Determining the sites at which neuromodulators exert peripheral effects in the cardiac neuromuscular system of the American Lobster, Homarus americanus
Date: 2021-01-01
Creator: Audrey Elizabeth Jordan
Access: Open access
- Networks of neurons known as central pattern generators (CPGs) generate rhythmic patterns of output to drive behaviors like locomotion. CPGs are relatively fixed networks that produce consistent patterns in the absence of other inputs. The heart contractions of the Homarus americanus are neurogenic and controlled by the CPG known as the cardiac ganglion. Neuromodulators can enable flexibility in CPG motor output, and also on muscle contractions by acting on the neuromuscular junction and the muscle itself. A tissue-specific transcriptome gleaned from the cardiac ganglion and cardiac muscle of the American lobster was used to predict the sites and sources of a variety of crustacean neuromodulators. If corresponding receptors were predicted to be expressed in the cardiac muscle, then it was hypothesized that the neuropeptide had peripheral effects. One peptide for which a cardiac muscle receptor was identified is myosuppressin.
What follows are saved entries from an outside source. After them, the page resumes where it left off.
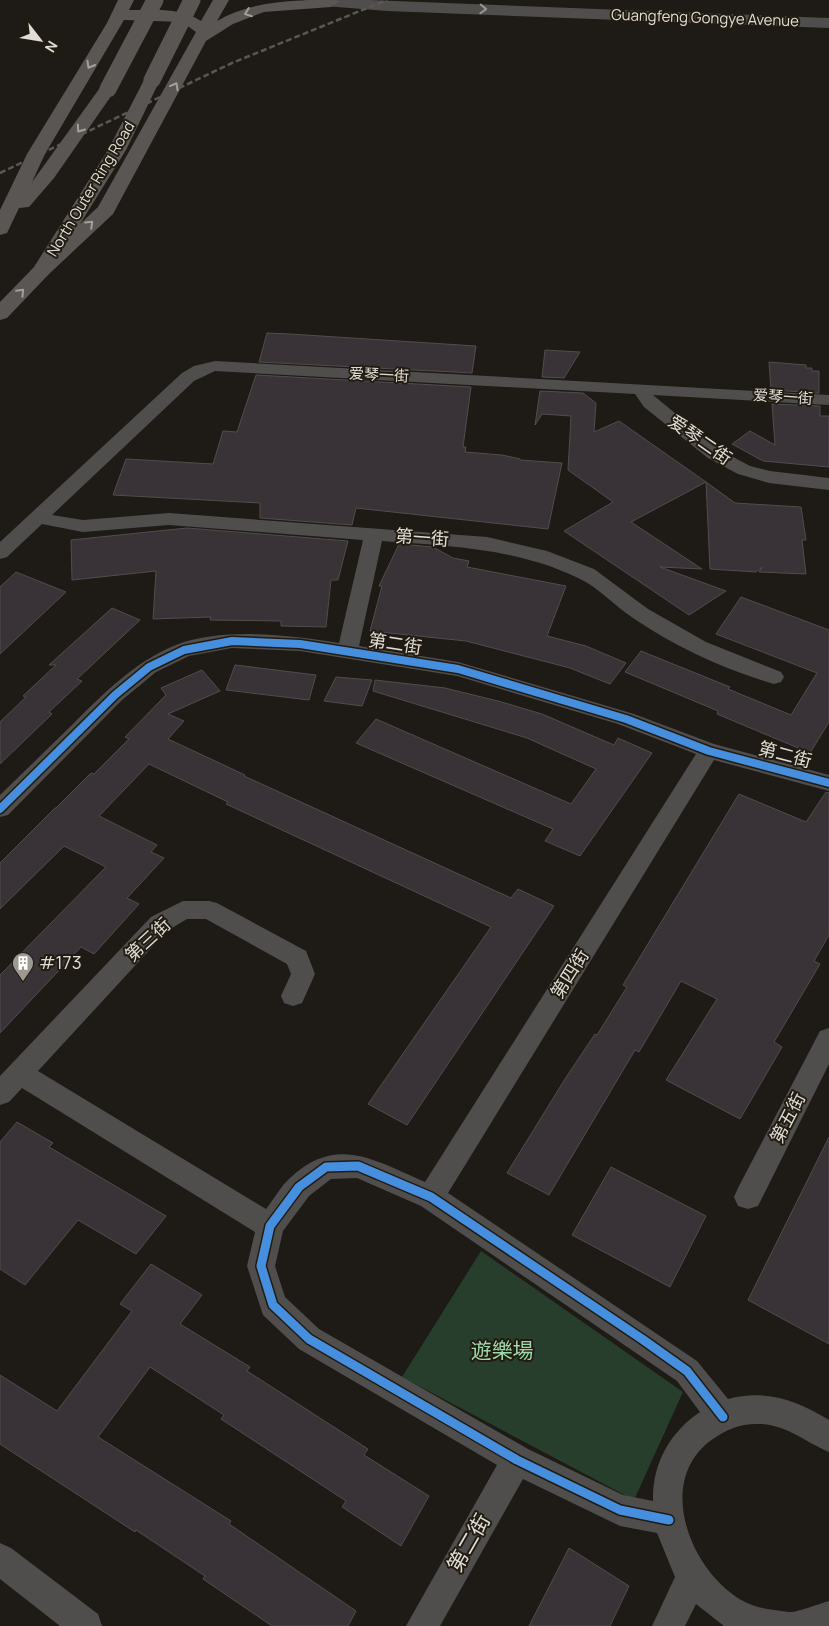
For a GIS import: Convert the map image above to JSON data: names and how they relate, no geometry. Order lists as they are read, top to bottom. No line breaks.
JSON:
{"streets":{"highway":["North Outer Ring Road"],"street":["Guangfeng Gongye Avenue","爱琴一街","爱琴二街","第一街","第二街","第三街","第四街","第五街"]},"crossings":[["爱琴一街","爱琴二街"],["爱琴一街","第一街"],["第二街","第四街"]],"one_way":["Guangfeng Gongye Avenue"],"parks":["遊樂場"],"places":{"building":["#173"]},"north":"bottom right"}
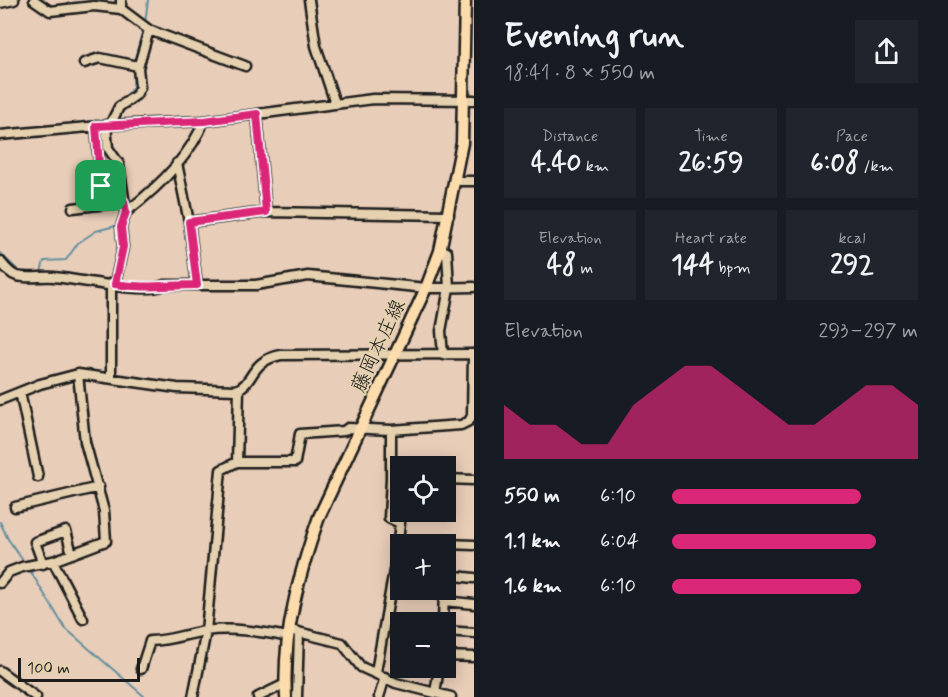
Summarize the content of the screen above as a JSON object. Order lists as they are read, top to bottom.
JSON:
{
  "streets": {
    "main road": ["藤岡本庄線"]
  },
  "scale_bar": "100 m",
  "page": {
    "heading": ["Evening run", "18:41 · 8 × 550 m"],
    "stats": [
      ["Distance", "4.40 km"],
      ["Time", "26:59"],
      ["Pace", "6:08 /km"],
      ["Elevation", "48 m"],
      ["Heart rate", "144 bpm"],
      ["kcal", "292"]
    ],
    "chart": ["Elevation", "293–297 m"],
    "map_buttons": ["+", "−"],
    "list": [
      {
        "name": "550 m",
        "note": "6:10"
      },
      {
        "name": "1.1 km",
        "note": "6:04"
      },
      {
        "name": "1.6 km",
        "note": "6:10"
      }
    ],
    "scale": "100 m"
  }
}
Myosuppressin has been shown to have modulatory effects at the cardiac neuromuscular system of the American lobster. In previous research, myosuppressin had modulatory effects on the periphery of cardiac neuromuscular system alone. It remains an open question of whether myosuppressin acts on the cardiac muscle directly, if it is exerting its effects at the neuromuscular junction (NMJ), or both. To test this, I performed physiological experiments on the isolated NMJ. Myosuppressin did not modulate the amplitude of the excitatory junction potentials. Since no modulatory effects were seen at the NMJ, the cardiac muscle was isolated from the cardiac ganglion and then glutamate-evoked contractions were stimulated. I showed that myosuppressin increased glutamate-evoked contraction amplitude. These data suggest myosuppressin exerts its peripheral effects at the cardiac muscle and not the NMJ.